_Exercise aim_
Wherever "overflow" appears in a line of the listing, report that line.

= = = = =

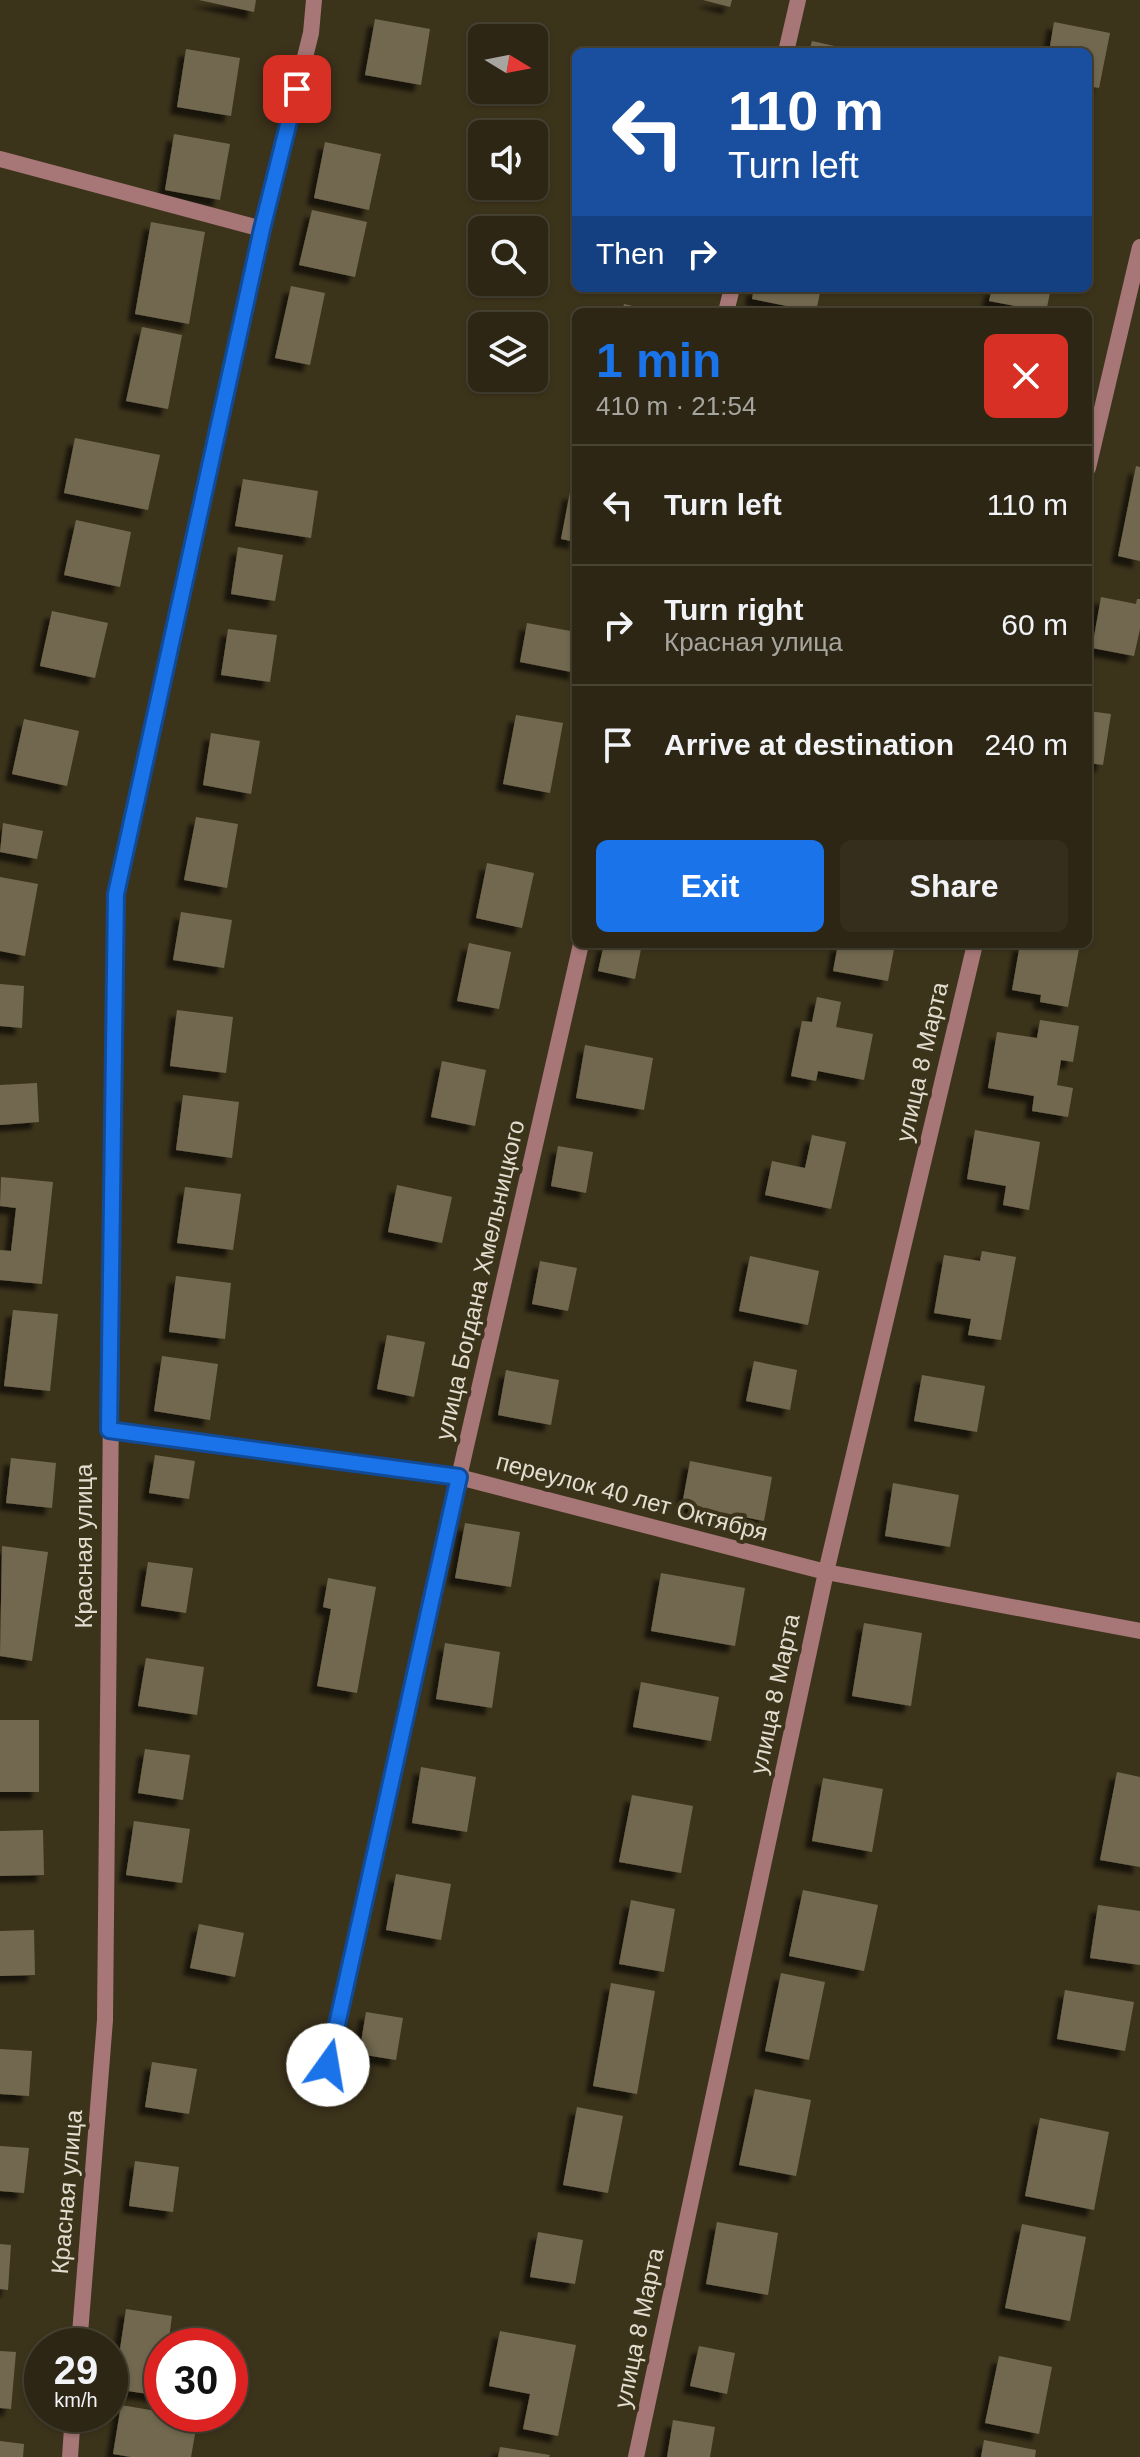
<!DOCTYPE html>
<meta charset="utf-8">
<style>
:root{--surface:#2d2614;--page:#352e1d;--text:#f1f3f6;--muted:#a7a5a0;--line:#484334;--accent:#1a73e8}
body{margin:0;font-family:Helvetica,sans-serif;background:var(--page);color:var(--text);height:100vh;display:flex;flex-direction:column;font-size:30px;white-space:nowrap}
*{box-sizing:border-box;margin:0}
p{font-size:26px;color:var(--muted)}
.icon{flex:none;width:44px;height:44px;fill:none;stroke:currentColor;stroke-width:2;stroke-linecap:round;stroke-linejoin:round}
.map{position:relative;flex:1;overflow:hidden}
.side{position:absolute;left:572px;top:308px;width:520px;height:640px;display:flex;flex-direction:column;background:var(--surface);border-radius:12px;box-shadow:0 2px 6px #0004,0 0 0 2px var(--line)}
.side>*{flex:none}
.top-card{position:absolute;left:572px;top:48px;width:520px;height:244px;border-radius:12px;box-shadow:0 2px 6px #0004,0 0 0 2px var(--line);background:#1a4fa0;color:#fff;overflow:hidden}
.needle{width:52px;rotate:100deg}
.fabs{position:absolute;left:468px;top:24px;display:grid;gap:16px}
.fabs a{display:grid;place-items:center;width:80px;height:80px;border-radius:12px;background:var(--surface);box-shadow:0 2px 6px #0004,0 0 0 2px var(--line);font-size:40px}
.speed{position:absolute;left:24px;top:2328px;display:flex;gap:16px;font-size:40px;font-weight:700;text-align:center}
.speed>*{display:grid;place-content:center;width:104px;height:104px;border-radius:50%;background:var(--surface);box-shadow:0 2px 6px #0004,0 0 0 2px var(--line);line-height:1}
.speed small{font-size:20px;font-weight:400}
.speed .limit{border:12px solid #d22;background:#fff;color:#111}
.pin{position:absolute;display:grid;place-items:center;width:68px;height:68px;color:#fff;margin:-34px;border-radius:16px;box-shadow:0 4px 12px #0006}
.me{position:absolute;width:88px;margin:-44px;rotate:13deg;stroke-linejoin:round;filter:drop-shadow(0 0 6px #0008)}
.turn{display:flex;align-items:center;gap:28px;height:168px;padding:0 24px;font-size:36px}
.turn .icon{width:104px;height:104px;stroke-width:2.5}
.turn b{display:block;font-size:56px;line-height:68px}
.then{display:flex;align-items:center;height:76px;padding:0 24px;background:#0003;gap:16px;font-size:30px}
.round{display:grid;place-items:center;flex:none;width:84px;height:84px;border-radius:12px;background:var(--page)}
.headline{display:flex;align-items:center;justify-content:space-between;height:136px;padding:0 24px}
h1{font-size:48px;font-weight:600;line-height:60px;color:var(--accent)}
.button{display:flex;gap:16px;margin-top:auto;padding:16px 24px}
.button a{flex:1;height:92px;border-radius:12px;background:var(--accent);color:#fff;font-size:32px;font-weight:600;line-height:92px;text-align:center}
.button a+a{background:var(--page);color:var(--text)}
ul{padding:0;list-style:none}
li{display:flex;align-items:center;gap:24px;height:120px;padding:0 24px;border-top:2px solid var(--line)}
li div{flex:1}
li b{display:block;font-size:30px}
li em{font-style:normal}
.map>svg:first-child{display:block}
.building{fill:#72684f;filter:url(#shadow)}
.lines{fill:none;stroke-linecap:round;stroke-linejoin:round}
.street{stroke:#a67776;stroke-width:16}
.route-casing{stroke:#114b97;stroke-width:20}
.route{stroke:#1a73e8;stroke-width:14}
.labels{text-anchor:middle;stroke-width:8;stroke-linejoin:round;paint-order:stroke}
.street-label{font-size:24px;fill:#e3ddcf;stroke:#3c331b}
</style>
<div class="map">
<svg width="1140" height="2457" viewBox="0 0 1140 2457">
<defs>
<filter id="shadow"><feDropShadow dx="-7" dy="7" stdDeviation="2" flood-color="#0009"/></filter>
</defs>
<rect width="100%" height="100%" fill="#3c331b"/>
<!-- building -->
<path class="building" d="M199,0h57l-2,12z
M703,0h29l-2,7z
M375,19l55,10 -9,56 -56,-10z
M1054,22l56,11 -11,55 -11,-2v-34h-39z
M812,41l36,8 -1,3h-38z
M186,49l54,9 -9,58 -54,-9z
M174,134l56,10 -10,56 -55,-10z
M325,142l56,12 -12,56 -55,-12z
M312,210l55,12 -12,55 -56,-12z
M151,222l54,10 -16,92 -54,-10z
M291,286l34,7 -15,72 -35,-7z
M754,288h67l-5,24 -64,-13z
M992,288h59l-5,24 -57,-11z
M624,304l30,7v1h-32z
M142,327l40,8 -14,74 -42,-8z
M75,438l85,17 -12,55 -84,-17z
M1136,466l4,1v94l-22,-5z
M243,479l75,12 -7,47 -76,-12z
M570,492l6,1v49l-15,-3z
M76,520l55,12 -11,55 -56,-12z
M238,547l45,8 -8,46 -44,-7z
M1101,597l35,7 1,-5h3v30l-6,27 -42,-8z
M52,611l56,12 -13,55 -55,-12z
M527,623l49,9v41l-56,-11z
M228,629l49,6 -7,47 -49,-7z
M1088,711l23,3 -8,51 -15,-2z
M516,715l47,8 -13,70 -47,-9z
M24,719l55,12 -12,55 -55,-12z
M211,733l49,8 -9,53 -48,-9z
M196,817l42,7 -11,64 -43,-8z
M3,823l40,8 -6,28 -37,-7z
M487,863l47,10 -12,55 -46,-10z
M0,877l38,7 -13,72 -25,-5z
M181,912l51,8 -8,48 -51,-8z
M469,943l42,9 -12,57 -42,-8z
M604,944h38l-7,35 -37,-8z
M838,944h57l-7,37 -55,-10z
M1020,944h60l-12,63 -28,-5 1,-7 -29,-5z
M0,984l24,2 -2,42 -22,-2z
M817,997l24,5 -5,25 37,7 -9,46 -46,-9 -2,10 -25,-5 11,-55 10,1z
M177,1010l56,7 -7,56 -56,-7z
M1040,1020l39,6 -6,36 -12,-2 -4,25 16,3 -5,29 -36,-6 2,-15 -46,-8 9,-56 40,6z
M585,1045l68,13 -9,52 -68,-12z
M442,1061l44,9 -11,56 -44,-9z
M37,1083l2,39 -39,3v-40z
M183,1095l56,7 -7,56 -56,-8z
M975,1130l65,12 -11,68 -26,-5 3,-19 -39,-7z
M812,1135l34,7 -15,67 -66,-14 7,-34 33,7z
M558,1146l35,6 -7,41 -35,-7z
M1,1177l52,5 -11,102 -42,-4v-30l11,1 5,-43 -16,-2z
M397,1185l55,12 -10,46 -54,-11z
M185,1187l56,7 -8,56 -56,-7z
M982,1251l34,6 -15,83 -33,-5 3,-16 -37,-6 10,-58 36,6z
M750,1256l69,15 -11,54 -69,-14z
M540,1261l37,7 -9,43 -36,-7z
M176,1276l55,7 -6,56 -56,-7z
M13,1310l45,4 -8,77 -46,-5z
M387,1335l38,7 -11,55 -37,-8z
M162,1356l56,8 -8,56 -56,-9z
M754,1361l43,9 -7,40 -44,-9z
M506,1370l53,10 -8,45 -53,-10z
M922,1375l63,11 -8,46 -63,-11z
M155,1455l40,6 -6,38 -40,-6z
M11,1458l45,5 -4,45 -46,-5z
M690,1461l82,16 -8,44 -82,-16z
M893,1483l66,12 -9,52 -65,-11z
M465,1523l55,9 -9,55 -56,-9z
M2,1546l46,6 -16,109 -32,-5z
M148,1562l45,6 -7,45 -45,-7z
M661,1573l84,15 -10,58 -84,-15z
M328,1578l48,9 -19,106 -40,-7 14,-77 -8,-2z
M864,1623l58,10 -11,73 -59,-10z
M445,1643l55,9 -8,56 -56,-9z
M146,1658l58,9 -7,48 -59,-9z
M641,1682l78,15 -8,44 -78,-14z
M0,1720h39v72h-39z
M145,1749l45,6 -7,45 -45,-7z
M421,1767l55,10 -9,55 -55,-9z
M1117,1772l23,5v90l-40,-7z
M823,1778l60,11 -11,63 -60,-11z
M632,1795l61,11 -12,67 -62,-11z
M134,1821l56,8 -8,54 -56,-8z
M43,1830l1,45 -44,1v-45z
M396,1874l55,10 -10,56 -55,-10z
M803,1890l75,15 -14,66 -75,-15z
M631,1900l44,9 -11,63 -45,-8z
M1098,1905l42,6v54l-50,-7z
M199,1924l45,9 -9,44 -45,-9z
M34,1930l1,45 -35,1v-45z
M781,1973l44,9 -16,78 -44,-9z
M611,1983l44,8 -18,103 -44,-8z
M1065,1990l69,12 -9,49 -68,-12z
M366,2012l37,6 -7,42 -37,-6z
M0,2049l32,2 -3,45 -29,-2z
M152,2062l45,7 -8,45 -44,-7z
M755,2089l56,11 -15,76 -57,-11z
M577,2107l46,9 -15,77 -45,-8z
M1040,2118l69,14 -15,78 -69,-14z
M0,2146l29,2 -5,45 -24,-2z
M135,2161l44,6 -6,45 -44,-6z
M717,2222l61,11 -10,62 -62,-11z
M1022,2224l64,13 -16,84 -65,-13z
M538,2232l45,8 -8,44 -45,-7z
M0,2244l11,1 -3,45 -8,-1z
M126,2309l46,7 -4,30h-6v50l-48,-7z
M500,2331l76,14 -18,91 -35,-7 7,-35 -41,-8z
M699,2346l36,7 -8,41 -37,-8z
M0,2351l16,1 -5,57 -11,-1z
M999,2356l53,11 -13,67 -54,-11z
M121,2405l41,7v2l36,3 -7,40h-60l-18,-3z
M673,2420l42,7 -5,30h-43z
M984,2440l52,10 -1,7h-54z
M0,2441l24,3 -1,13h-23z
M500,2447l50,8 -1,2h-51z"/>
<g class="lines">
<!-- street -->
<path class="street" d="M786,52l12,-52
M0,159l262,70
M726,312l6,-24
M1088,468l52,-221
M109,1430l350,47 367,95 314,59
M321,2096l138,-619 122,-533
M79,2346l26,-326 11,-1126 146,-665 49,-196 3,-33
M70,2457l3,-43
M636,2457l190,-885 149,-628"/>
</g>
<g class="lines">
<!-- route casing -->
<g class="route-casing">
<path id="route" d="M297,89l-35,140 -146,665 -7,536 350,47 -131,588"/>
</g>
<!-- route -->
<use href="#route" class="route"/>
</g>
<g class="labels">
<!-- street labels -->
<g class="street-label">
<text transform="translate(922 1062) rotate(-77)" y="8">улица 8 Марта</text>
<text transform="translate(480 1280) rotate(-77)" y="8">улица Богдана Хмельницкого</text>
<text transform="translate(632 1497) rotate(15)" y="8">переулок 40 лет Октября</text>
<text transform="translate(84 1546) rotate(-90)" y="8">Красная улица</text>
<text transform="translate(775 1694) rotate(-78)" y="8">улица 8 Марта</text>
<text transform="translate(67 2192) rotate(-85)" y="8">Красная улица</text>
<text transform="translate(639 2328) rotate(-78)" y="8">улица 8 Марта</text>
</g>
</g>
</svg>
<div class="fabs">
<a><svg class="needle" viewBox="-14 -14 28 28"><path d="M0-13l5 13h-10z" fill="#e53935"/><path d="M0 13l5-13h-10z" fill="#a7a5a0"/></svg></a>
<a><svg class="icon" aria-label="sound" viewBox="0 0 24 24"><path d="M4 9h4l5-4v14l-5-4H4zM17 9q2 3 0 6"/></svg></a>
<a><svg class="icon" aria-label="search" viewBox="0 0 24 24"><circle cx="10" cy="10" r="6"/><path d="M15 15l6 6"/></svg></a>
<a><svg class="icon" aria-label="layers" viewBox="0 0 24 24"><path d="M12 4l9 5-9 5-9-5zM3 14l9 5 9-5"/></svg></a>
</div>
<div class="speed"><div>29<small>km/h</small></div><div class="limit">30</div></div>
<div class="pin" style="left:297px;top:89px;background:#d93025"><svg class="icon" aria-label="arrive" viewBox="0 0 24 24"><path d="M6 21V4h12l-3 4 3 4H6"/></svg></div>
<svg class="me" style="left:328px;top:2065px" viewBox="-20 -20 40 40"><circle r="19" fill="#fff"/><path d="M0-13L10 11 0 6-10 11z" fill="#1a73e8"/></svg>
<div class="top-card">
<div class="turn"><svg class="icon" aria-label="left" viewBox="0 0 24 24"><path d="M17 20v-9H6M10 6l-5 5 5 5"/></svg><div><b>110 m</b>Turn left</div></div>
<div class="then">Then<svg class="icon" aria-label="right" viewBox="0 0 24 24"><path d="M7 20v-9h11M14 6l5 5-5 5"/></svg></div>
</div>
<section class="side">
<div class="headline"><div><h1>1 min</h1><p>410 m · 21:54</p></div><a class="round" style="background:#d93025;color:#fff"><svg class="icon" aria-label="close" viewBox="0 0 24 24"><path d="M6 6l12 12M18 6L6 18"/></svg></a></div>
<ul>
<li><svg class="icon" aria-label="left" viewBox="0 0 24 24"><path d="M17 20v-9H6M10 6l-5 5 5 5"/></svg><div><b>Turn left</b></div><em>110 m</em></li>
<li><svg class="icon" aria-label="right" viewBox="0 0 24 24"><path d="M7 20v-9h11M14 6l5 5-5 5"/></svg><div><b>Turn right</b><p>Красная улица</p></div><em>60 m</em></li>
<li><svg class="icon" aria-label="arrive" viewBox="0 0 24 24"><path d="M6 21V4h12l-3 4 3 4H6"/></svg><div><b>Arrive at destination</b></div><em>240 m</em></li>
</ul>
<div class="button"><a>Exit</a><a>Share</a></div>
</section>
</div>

= = = = =

_Expected output_
.map{position:relative;flex:1;overflow:hidden}
.top-card{position:absolute;left:572px;top:48px;width:520px;height:244px;border-radius:12px;box-shadow:0 2px 6px #0004,0 0 0 2px var(--line);background:#1a4fa0;color:#fff;overflow:hidden}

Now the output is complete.